[Start of Attachment]

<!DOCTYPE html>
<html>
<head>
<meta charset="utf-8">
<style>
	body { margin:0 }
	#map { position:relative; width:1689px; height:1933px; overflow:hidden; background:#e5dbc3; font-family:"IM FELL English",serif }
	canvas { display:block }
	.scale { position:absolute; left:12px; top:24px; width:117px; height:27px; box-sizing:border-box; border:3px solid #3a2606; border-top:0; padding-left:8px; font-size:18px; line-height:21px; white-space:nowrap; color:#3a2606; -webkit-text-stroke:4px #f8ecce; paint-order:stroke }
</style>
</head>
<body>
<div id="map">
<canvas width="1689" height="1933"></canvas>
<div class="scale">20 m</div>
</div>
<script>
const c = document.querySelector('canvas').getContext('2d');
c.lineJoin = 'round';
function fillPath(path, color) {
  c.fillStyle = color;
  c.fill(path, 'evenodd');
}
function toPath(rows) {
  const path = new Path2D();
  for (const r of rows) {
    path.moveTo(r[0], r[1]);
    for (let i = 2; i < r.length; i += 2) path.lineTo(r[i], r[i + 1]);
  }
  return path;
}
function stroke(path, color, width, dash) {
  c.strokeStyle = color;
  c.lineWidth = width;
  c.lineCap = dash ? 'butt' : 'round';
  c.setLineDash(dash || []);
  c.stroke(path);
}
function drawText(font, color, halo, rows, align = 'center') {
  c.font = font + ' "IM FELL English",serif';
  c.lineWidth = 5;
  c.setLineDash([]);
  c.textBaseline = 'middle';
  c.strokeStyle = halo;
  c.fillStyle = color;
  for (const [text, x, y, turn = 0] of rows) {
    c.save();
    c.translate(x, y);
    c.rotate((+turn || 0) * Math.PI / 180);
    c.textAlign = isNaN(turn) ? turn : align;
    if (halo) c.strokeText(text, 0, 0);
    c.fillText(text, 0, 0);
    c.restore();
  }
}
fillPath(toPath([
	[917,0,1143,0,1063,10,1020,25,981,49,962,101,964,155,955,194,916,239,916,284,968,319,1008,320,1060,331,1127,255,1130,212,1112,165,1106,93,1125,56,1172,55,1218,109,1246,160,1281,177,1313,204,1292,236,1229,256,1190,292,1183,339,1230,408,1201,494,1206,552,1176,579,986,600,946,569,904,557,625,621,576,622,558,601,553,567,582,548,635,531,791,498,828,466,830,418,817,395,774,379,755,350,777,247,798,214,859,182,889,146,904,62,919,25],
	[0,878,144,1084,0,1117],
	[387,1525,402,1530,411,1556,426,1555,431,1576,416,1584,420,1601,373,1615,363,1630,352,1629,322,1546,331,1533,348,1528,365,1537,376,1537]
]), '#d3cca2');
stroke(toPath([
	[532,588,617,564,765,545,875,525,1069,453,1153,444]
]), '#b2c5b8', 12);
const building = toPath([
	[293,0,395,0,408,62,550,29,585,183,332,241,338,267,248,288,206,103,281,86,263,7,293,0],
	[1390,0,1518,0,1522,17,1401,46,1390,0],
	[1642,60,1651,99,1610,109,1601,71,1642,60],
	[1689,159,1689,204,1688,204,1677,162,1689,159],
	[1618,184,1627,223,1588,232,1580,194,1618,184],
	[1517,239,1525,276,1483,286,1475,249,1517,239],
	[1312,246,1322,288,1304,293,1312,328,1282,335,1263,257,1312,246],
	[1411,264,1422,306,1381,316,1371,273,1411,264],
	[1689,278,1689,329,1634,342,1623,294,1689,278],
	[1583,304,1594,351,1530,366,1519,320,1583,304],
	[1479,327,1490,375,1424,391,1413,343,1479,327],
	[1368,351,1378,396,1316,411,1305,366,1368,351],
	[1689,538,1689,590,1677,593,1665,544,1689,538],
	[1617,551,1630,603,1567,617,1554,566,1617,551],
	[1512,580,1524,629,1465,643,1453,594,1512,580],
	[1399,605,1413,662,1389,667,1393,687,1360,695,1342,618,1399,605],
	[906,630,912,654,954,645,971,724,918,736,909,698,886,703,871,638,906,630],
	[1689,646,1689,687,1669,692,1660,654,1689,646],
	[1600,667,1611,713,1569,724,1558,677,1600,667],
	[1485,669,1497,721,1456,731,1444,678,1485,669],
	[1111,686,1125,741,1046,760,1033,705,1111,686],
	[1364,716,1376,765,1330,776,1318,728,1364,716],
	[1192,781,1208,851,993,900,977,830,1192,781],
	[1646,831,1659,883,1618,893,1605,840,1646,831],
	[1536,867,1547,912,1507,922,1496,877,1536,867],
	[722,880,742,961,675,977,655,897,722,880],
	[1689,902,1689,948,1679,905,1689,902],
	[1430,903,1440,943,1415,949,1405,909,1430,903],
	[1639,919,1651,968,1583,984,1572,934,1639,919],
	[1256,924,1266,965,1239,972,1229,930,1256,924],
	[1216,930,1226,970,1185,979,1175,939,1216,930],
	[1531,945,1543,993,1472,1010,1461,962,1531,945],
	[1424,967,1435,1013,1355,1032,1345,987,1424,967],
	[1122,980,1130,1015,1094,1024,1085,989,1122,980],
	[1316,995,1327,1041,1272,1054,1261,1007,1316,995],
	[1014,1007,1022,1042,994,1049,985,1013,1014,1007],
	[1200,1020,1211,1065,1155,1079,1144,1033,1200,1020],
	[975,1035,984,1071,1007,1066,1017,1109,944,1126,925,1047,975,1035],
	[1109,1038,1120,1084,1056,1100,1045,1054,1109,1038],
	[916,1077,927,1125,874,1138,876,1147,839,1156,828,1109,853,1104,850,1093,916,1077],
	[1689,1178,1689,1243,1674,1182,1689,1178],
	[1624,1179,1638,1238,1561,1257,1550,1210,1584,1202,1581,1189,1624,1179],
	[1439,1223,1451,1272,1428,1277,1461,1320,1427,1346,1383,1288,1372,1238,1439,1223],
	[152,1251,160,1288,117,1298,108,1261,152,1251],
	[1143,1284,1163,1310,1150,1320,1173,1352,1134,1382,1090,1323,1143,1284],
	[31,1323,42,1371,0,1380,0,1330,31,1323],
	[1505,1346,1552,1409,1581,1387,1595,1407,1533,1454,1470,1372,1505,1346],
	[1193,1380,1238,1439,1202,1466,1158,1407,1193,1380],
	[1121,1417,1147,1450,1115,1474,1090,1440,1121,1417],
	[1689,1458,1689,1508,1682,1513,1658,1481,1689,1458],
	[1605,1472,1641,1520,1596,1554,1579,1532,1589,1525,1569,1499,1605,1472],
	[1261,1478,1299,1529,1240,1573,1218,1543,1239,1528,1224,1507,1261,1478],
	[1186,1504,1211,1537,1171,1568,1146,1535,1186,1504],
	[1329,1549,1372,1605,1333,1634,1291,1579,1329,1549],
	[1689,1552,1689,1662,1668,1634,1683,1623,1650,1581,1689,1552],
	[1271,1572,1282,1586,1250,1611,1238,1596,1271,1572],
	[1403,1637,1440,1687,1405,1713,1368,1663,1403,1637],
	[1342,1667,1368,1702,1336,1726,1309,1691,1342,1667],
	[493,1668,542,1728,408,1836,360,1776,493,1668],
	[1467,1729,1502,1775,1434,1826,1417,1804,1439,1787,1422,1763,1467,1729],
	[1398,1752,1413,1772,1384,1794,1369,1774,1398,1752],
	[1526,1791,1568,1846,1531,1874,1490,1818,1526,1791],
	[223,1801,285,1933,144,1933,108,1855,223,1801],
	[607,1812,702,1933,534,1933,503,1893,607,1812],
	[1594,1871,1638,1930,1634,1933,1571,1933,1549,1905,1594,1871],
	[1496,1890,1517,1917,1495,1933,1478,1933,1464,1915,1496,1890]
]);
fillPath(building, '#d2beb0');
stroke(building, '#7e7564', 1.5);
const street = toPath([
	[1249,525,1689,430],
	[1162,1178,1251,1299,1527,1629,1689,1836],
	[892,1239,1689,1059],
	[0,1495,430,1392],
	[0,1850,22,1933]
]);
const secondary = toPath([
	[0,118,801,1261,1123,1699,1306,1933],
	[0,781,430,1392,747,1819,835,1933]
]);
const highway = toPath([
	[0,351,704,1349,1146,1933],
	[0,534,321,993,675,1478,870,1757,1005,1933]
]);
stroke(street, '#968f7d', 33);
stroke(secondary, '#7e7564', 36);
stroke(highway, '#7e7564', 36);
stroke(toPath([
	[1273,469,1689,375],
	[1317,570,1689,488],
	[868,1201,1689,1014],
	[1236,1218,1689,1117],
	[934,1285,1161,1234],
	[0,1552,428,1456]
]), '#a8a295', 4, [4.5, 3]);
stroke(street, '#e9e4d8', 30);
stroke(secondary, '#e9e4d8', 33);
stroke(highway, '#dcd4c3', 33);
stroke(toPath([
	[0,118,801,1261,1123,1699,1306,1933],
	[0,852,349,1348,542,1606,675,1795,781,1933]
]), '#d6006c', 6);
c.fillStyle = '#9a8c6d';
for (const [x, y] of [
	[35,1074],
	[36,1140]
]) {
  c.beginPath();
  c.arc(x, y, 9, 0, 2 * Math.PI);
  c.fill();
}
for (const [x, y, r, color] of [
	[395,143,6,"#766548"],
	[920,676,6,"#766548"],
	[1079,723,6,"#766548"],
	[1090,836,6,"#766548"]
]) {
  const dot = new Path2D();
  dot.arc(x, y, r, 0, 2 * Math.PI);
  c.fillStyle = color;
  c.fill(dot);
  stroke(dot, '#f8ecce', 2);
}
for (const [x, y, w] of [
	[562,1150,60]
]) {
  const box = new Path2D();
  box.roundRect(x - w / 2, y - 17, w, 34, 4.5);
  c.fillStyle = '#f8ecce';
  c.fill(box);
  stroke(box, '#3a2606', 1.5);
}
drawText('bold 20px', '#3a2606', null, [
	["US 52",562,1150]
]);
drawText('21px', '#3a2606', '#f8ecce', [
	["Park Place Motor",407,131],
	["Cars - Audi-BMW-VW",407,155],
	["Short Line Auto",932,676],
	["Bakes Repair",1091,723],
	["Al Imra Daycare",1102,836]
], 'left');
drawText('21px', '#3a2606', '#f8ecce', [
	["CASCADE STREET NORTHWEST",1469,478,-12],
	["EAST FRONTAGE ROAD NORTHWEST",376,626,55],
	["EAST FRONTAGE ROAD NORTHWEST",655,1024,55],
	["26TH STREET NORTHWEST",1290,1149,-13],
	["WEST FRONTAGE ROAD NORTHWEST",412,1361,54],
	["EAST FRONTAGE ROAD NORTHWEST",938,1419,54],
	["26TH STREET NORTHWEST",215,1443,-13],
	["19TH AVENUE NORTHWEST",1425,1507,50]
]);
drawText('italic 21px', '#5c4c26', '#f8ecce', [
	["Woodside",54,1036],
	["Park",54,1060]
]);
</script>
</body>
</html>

[End of Attachment]

**WHAT YOU WILL DO**: Only a number is expected in response: how many lines of the records above include the word "Math".

**RESULT OF THIS TASK**: 3